### What to do
If a line below contains the word "Augustins", count it; give only the total.

(Stored data entries)
>>>
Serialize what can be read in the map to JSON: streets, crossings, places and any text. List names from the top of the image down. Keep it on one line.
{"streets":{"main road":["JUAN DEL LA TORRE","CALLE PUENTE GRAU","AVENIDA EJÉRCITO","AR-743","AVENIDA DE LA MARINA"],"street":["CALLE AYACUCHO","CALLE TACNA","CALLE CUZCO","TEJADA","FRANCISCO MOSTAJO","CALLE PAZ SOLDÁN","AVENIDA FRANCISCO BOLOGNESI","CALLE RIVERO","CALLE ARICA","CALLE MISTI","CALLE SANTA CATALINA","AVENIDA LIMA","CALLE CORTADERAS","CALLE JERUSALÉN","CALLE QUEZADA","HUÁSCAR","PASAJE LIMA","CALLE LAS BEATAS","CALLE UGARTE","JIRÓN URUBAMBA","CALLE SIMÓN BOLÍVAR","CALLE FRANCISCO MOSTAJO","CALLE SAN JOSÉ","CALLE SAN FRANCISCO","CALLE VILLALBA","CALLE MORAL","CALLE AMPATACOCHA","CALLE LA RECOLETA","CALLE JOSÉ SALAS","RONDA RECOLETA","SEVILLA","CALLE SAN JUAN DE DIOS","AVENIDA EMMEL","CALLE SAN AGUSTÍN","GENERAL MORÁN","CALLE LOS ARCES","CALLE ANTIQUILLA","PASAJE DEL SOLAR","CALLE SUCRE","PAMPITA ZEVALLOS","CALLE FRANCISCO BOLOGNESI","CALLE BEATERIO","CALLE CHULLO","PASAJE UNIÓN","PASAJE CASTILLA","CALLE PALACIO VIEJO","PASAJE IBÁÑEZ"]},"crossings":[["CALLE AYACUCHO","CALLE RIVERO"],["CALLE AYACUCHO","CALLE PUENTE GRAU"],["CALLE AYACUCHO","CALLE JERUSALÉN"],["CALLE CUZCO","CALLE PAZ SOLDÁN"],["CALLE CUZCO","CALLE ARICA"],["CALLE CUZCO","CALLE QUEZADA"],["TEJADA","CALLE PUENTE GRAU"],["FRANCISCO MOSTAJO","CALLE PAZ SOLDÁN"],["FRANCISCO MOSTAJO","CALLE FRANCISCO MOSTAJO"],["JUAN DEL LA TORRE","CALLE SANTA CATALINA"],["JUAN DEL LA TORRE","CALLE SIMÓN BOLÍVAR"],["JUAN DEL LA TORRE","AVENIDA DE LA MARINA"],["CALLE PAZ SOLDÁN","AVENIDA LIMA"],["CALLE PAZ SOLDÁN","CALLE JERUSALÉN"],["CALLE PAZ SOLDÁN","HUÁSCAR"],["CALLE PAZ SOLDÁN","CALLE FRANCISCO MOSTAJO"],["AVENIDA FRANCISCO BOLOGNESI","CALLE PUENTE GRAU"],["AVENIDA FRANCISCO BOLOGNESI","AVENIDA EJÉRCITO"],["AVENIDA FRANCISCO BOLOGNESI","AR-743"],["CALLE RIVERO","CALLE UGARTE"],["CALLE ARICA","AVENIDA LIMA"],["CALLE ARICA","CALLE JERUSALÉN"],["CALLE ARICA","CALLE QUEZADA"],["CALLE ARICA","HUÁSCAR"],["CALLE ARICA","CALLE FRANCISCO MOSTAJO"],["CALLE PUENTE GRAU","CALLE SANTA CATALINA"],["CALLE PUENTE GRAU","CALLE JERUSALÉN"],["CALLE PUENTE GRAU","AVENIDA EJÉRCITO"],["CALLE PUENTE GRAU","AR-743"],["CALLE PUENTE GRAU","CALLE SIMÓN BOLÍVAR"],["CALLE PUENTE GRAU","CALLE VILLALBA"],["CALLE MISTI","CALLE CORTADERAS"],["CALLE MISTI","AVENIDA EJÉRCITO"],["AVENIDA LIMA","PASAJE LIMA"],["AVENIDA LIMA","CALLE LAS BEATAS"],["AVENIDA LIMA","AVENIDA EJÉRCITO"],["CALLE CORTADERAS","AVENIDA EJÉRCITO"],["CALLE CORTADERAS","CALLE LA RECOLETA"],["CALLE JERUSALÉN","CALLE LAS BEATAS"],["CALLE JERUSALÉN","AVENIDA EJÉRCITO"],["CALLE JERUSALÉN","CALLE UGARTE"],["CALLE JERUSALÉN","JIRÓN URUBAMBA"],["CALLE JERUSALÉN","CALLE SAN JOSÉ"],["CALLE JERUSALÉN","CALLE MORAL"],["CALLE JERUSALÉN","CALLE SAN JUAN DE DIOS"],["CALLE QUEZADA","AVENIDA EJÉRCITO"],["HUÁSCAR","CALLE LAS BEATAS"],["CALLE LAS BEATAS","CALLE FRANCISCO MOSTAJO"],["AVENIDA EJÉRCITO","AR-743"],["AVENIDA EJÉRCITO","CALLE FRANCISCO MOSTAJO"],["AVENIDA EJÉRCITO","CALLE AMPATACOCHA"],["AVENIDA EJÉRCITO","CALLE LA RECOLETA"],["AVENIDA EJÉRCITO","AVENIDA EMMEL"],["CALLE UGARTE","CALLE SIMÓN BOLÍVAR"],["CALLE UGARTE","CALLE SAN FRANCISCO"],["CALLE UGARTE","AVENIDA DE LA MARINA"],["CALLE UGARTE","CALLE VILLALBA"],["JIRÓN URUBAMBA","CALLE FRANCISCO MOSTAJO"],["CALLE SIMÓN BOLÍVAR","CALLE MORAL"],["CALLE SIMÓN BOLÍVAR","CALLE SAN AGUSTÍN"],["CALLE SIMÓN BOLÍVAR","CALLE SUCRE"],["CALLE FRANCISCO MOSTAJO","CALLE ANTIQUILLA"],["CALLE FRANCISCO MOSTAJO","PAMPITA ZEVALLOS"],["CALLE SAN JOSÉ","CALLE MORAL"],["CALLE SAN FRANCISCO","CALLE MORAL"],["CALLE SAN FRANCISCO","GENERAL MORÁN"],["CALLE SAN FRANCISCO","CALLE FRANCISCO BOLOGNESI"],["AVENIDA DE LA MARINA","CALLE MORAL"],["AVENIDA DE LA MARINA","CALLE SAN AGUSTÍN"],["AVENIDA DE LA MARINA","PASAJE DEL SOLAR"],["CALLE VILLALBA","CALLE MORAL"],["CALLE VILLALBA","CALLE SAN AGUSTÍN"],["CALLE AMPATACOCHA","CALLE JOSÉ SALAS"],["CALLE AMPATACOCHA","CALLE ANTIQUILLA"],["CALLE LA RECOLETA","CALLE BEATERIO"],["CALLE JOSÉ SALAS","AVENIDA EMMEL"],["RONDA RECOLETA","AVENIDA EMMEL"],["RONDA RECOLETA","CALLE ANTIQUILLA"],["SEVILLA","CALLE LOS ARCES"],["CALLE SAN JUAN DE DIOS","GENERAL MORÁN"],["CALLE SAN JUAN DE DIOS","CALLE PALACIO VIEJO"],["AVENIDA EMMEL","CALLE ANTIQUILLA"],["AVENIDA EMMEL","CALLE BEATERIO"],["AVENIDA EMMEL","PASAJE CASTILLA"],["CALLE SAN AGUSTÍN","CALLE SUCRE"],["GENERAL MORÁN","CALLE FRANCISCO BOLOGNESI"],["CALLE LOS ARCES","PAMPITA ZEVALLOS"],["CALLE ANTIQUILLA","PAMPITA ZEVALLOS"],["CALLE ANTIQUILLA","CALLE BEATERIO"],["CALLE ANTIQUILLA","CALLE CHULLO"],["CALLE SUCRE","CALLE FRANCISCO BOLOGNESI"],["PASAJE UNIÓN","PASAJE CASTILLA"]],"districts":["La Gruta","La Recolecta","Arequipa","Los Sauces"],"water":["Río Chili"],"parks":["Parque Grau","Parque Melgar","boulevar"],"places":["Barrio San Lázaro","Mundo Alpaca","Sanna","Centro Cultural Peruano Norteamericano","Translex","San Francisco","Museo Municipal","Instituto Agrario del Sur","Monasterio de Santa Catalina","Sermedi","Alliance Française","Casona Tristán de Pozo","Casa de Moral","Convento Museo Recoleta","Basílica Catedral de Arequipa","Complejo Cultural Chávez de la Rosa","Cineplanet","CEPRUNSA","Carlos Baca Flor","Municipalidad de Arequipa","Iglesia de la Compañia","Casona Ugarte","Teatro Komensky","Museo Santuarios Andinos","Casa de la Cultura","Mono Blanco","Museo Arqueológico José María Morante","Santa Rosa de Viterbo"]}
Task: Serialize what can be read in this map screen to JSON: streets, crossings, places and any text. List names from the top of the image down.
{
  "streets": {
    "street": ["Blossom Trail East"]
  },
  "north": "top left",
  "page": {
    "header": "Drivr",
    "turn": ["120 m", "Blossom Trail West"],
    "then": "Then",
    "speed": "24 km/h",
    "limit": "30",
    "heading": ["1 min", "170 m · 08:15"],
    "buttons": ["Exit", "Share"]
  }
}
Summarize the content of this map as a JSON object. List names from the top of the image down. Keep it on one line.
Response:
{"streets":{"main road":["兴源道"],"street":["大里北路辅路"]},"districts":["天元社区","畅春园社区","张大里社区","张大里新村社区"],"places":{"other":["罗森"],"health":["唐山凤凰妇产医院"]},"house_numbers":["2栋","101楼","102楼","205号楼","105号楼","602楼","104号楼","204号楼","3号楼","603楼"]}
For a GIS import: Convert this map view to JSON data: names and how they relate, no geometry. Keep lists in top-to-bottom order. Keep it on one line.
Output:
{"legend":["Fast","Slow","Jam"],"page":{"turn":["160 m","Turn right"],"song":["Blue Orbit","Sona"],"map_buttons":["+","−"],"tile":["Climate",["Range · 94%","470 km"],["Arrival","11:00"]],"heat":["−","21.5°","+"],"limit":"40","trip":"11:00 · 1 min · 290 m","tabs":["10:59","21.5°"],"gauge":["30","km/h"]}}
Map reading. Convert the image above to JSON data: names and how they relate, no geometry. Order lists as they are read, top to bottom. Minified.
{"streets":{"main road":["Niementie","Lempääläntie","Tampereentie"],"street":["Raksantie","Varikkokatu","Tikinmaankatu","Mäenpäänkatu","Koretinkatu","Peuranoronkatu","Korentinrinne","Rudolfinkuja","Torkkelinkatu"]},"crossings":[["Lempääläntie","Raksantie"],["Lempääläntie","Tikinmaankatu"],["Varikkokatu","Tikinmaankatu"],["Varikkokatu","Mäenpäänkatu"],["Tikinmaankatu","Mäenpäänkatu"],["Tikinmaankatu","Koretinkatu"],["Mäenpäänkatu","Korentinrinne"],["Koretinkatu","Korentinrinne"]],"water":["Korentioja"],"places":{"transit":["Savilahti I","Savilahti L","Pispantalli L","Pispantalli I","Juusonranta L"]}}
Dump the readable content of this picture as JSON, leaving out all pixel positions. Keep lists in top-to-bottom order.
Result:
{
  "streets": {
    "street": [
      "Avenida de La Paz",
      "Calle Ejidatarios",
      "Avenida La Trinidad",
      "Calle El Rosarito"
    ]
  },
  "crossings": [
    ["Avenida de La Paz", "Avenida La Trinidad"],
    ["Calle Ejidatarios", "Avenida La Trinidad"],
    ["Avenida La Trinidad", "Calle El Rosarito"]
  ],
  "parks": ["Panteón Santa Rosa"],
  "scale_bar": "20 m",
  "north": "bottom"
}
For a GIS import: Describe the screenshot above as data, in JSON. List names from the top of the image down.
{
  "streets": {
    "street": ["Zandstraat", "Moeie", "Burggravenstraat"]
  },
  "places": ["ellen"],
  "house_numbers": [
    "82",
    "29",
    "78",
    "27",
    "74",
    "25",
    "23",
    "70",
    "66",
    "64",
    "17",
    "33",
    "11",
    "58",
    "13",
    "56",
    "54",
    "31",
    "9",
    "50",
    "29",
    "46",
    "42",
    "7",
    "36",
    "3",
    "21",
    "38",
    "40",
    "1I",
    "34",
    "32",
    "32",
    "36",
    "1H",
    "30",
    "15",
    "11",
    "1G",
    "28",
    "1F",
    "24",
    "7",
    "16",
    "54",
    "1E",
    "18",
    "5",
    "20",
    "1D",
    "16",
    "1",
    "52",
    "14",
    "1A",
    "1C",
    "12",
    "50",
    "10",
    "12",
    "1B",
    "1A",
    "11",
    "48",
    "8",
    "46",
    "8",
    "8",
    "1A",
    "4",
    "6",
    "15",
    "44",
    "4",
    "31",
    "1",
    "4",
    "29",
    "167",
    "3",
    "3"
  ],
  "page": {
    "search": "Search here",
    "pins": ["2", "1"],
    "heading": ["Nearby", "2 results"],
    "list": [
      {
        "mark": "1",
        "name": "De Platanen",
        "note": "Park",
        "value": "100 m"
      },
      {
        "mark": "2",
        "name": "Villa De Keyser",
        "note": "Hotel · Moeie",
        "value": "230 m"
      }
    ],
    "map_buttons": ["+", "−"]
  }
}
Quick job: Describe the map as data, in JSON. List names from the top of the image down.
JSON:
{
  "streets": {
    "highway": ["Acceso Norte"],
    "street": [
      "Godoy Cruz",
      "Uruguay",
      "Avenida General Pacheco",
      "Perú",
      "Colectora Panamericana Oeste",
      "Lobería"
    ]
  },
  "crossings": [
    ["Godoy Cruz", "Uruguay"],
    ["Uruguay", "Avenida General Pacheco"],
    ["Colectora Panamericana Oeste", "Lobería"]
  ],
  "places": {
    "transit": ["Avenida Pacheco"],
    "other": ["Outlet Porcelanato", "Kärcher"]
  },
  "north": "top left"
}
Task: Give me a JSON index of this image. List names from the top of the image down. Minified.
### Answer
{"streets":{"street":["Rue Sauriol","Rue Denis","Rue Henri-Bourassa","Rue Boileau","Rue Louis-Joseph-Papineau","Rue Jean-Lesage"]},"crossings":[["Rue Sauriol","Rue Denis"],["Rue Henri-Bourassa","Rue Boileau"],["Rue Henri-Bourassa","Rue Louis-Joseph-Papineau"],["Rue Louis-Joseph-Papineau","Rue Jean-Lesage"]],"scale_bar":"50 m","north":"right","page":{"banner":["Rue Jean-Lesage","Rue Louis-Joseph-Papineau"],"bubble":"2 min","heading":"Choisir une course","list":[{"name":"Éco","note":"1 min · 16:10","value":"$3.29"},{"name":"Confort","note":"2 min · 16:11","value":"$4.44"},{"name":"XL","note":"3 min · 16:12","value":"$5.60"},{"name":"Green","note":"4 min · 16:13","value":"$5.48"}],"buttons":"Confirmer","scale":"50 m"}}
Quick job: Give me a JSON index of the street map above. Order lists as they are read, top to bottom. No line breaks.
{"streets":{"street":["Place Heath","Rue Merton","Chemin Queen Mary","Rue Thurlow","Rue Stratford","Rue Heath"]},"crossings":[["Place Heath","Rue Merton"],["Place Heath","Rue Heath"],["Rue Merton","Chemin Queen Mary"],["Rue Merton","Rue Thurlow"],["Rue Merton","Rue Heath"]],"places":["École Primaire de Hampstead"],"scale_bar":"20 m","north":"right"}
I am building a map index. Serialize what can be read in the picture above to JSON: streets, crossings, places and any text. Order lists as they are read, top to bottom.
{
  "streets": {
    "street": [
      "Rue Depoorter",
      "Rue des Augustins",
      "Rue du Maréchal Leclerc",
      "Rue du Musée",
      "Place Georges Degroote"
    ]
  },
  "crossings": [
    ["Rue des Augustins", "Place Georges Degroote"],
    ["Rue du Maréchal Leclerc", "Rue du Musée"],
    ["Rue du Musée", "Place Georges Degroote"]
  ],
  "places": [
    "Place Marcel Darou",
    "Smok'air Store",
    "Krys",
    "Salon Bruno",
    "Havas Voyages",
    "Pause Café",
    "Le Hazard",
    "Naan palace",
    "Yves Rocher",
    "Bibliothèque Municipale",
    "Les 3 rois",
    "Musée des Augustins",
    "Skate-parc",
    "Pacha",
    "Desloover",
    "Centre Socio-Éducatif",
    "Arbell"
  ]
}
<<<
### Problem solution
3